Vegetables: Torn lettuce or baby spinach; cooked or raw broccoli or carrots; any leftover roasted veggies; beet slices; cucumber or tomato slices. 
Sauce: Your favorite bottled or homemade salad dressings. 

Taco bar

Carbohydrate: tortillas or taco shells
Protein: Black or pinto beans; seasoned sautéed ground turkey or beef; shredded chicken; fish sticks; shredded or crumbled cheese.
Vegetables: Avocado; shredded lettuce; roasted cauliflower, zucchini, or summer squash; sautéed mushrooms; pico de gallo…
Sauce: your favorite fresh or jarred salsa; sour cream or Greek yogurt; hot sauce

Caprese pasta

Carbohydrate: Your favorite pasta (add a drizzle of oil or melted butter, if you like!)
Protein: Bite-sized mozzarella balls (or torn or shredded mozzarella).
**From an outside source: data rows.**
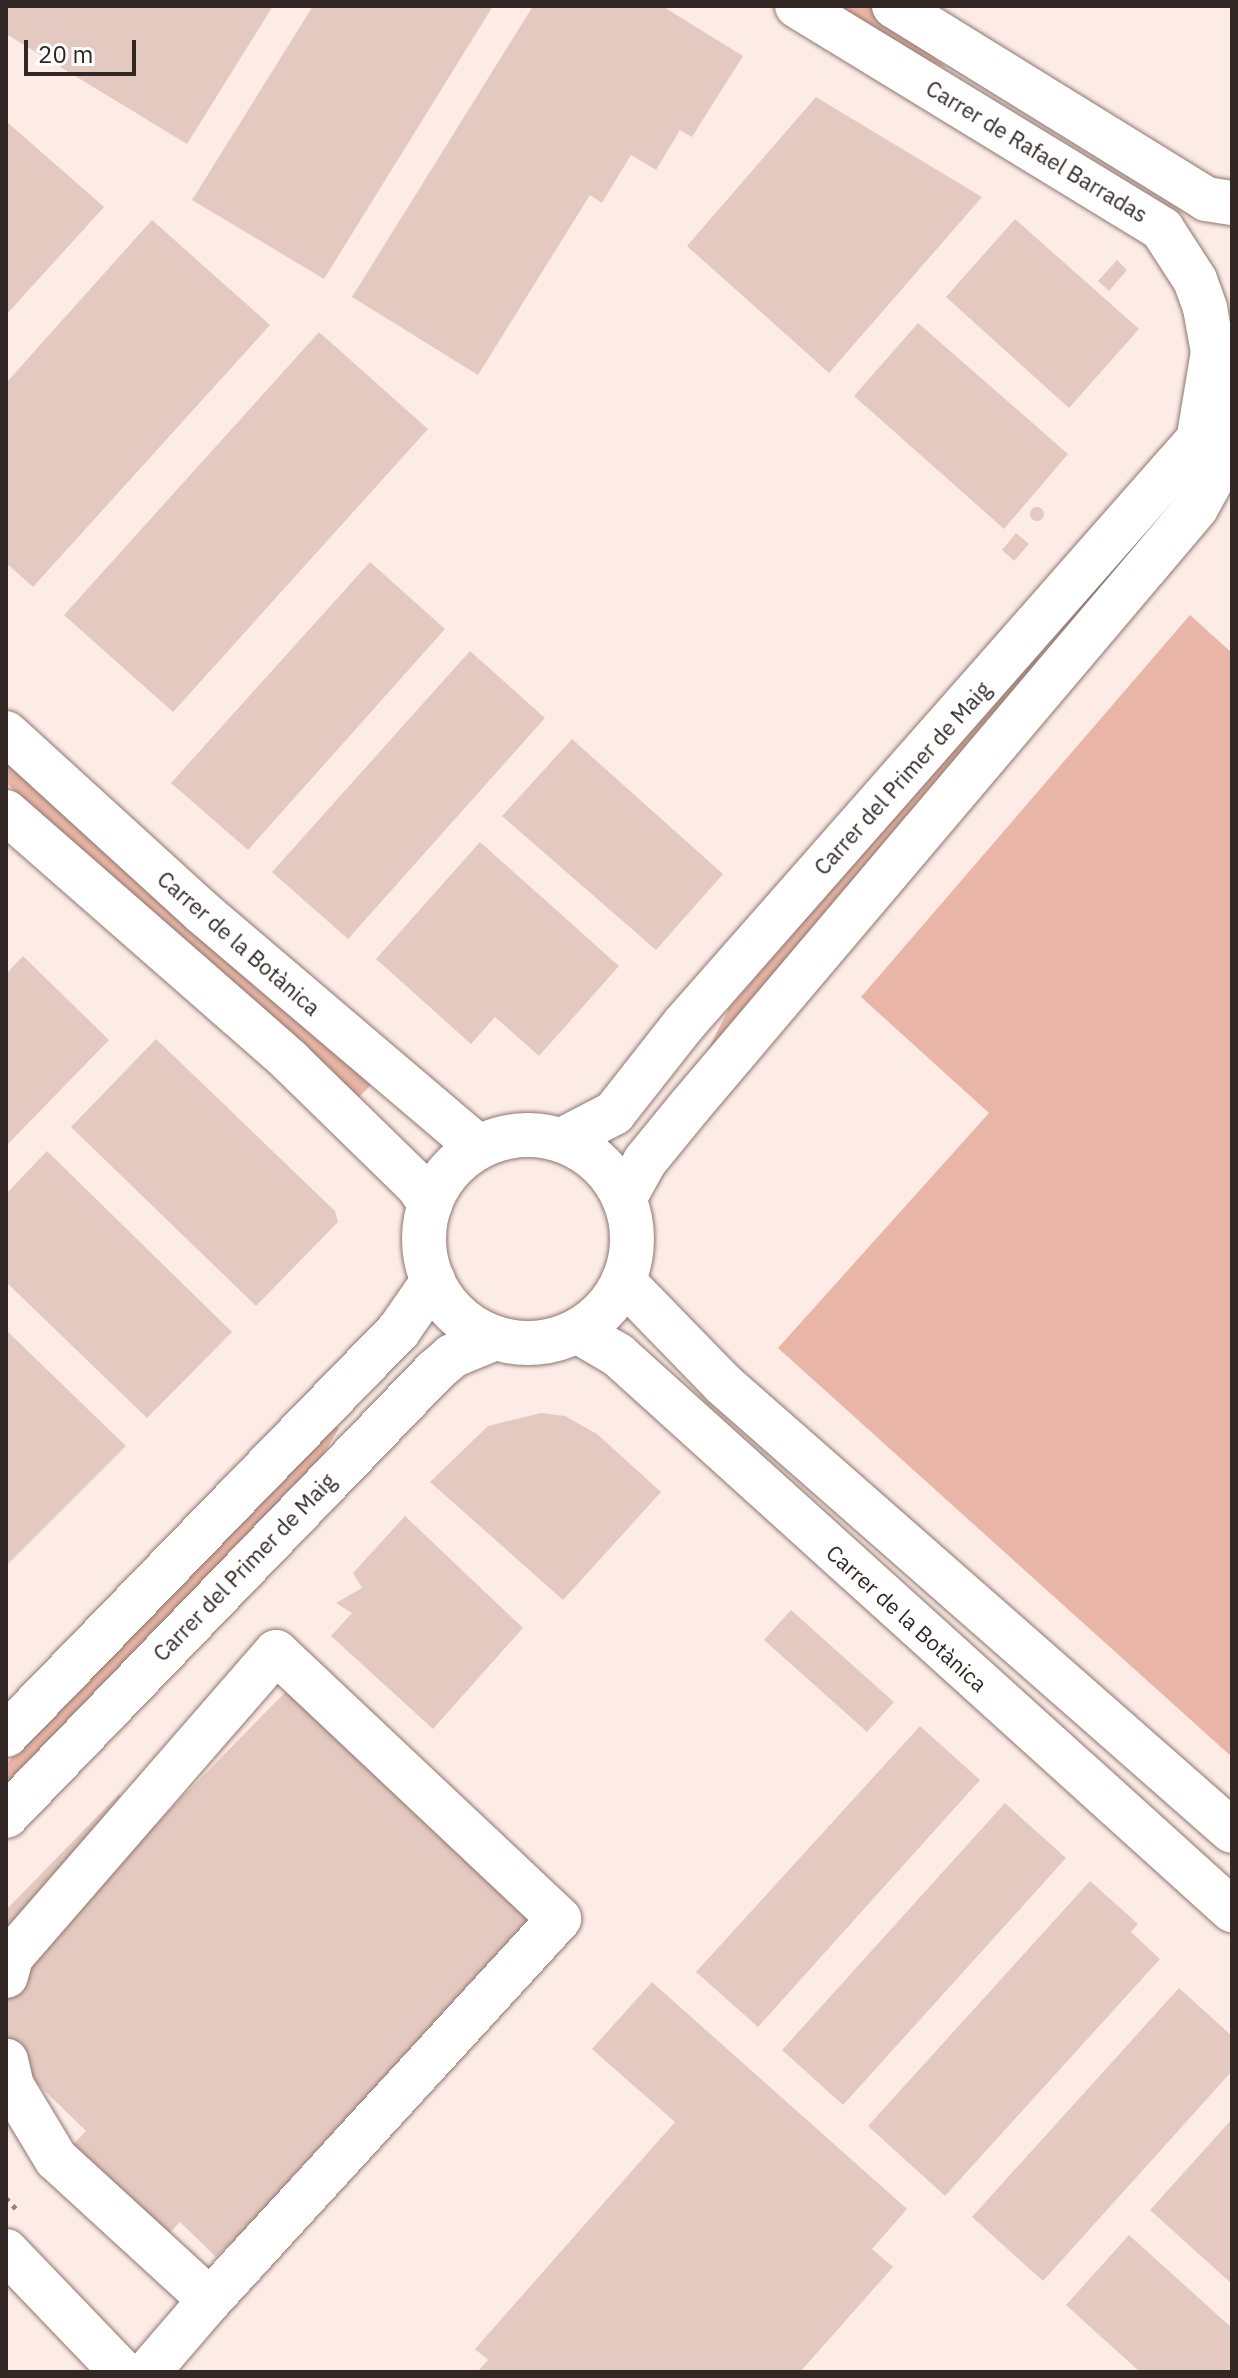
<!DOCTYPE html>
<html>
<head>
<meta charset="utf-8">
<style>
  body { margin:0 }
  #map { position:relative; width:1238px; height:2378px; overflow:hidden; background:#fdece6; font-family:"IBM Plex Sans",sans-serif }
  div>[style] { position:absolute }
  .green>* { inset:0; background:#e8b5a6 }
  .building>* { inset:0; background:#e4c9c1 }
  .round { border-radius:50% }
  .path>* { height:5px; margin-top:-2.5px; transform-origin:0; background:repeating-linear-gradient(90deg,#928480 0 4px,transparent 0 10px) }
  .roads { filter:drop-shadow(0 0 2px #8f766e) drop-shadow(0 0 2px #8f766e) }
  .minor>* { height:44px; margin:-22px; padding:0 22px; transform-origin:22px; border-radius:22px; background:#fff }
  .minor>.ring { margin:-22px; padding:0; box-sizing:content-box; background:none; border:44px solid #fff; border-radius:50% }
  span { translate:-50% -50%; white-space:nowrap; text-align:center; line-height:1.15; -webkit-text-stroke:8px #fff; paint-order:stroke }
  .street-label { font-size:22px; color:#322724 }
  .frame { position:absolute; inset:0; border:8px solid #322724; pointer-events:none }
  .scale { position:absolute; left:24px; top:40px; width:112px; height:36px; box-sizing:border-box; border:4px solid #322724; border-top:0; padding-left:10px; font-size:24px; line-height:28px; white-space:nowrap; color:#322724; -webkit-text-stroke:6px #fff; paint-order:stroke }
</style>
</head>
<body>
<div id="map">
  <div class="green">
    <i style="clip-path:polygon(838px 6px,872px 6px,947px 68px,933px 63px)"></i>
    <i style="clip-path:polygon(1190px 615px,1232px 653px,1232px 1757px,778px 1348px,989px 1113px,861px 997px)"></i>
    <i style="clip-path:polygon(1035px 654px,1039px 657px,1020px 699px,701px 1064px,729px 1008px)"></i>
    <i style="clip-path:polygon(6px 754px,372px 1084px,359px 1097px,6px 783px)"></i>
    <i style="clip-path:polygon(335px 1425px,339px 1428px,318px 1464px,6px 1793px,6px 1764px)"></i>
  </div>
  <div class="building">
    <i style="clip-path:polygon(6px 6px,273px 6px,187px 144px,6px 34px)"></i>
    <i style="clip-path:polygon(313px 6px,493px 6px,324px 279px,192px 200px)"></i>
    <i style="clip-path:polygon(533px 6px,662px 6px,743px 56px,692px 137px,680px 130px,656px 170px,631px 155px,602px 203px,590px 195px,478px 375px,352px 297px)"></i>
    <i style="clip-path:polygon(816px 97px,982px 197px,829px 373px,687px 246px)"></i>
    <i style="clip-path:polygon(6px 121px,104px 207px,6px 315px)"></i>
    <i style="clip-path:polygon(1015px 219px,1139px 329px,1069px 408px,946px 297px)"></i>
    <i style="clip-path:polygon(152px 220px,270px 325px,33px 587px,6px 563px,6px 383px)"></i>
    <i style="clip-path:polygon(1117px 260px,1127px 270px,1109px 291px,1098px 281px)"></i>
    <i style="clip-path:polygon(918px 323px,1068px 454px,1004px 529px,854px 396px)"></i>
    <i style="clip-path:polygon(319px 332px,428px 429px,173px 712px,64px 615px)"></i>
    <i class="round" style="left:1030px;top:507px;width:14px;height:14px"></i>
    <i style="clip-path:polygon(1016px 533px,1029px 544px,1014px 561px,1002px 550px)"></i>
    <i style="clip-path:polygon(370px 562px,445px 629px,248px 850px,171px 783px)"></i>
    <i style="clip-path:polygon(470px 651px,545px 718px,348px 939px,272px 872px)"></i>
    <i style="clip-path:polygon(572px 739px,723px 874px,656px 950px,502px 816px)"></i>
    <i style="clip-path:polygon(480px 842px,619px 966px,539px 1056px,495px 1017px,471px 1044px,376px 959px)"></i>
    <i style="clip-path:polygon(23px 956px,109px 1040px,6px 1146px,6px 974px)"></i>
    <i style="clip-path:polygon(156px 1039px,335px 1211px,338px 1222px,256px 1306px,71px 1127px)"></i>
    <i style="clip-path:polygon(47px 1151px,232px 1332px,147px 1418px,6px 1282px,6px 1194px)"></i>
    <i style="clip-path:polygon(6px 1330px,126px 1446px,6px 1566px)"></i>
    <i style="clip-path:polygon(541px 1413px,565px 1416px,597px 1434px,661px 1492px,563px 1600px,430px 1482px,488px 1426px)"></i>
    <i style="clip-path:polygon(405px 1516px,523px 1628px,433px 1729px,331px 1636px,352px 1613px,336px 1603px,362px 1588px,353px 1573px)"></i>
    <i style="clip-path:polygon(791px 1610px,894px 1702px,867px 1732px,764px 1640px)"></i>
    <i style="clip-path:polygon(309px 1668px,548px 1939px,216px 2257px,180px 2222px,156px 2247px,62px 2156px,86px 2131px,6px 2053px,6px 1977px)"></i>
    <i style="clip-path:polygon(920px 1726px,980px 1780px,758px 2027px,696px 1972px)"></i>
    <i style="clip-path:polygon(119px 1794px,137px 1811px,6px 1947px,6px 1910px)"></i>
    <i style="clip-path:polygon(1005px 1803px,1066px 1858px,843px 2105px,782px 2050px)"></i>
    <i style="clip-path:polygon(1090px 1881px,1138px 1924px,1131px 1932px,1160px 1959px,945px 2196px,868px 2126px)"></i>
    <i style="clip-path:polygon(652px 1982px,907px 2209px,872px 2249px,893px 2267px,800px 2372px,477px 2372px,488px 2360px,475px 2349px,675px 2122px,592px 2049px)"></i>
    <i style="clip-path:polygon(1179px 1988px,1232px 2036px,1232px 2071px,1043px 2281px,972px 2217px)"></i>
    <i style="clip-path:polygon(1232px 2119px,1232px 2284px,1150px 2210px)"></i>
    <i style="clip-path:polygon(1129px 2235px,1232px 2328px,1232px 2372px,1140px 2372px,1066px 2305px)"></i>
  </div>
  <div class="path">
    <i style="left:6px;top:2198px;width:18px;rotate:47deg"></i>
  </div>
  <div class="roads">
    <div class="minor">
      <i style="left:797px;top:6px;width:428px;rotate:31.4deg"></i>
      <i style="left:1162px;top:229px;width:61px;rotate:57.1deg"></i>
      <i style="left:1195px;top:280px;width:30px;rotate:70deg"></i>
      <i style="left:1205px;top:308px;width:45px;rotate:79.7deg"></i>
      <i style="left:1213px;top:352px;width:85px;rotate:99.5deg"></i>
      <i style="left:894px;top:6px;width:367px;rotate:31.7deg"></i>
      <i style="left:1206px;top:199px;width:26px;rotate:9deg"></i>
      <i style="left:6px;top:733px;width:265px;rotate:42.4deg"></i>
      <i style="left:202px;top:912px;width:362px;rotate:40.4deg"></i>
      <i style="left:6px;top:812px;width:378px;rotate:41.2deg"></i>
      <i style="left:290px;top:1061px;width:179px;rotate:44.3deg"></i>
      <i style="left:418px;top:1186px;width:22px;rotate:56deg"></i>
      <i class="ring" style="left:424px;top:1135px;width:164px;height:164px"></i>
      <i style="left:562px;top:1140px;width:59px;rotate:-27.4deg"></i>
      <i style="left:614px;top:1113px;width:113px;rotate:-51.8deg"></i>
      <i style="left:684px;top:1024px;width:830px;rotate:-48.66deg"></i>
      <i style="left:624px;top:1199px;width:43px;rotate:-61.1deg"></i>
      <i style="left:645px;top:1161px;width:71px;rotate:-50.7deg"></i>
      <i style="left:690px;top:1106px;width:783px;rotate:-49.76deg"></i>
      <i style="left:1196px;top:508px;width:33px;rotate:-61deg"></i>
      <i style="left:1212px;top:479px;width:29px;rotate:-46deg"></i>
      <i style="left:623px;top:1281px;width:144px;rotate:45.8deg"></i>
      <i style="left:723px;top:1384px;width:677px;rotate:41.29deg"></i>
      <i style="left:577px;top:1331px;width:48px;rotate:30.3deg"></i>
      <i style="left:618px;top:1355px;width:828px;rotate:42.11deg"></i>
      <i style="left:6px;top:1735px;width:564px;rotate:-45.86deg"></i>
      <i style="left:399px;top:1330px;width:60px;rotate:-55.2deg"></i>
      <i style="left:6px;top:1816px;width:618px;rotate:-46.05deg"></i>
      <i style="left:435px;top:1371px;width:23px;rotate:-41deg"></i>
      <i style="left:452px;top:1356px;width:47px;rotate:-22.7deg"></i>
      <i style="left:6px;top:1976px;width:20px;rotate:-75deg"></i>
      <i style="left:11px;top:1957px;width:404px;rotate:-49deg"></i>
      <i style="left:276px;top:1652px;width:389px;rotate:43.3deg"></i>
      <i style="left:559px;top:1919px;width:517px;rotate:132.49deg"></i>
      <i style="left:210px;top:2300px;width:209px;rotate:-137.5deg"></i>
      <i style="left:56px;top:2159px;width:85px;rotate:-121.1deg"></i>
      <i style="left:12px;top:2086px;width:26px;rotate:-103deg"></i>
      <i style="left:6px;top:2251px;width:168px;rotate:46.2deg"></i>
      <i style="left:148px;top:2372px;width:95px;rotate:-49.3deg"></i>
    </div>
  </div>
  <div class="street-label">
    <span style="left:1037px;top:151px;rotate:31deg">Carrer de Rafael Barradas</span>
    <span style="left:902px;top:778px;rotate:-48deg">Carrer del Primer de Maig</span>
    <span style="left:239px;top:943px;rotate:41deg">Carrer de la Botànica</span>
    <span style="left:244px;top:1567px;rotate:-46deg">Carrer del Primer de Maig</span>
    <span style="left:907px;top:1618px;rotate:42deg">Carrer de la Botànica</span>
  </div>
  <div class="frame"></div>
  <div class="scale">20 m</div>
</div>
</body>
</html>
If you want to add more: cooked sausage or shredded rotisserie chicken. 
Vegetables: Halved cherry tomatoes; basil; baby spinach
Sauce: Pesto or marinara sauce (or keep it simple with just olive oil)

Baked potato bar

Carbohydrate: Baked sweet or russet potatoes (you can also steam them or microwave them!)
Protein: Greek yogurt; grated cheese; shredded chicken; leftover chili or baked beans; roasted tofu
Vegetables: Steamed broccoli; sliced scallions; roasted red peppers; steamed corn; sautéed spinach
Sauce: Salsa; cheese sauce

Bonus tip: If you haven’t already tried this for very selective eaters, it can be helpful to always provide one food that you know they like on the table (even if it results in a funny combination). For example, having a side of safe, accepted foods like crackers, plain tortillas, or apple slices might reduce anxiety and allow kids to relax and enjoy the meal.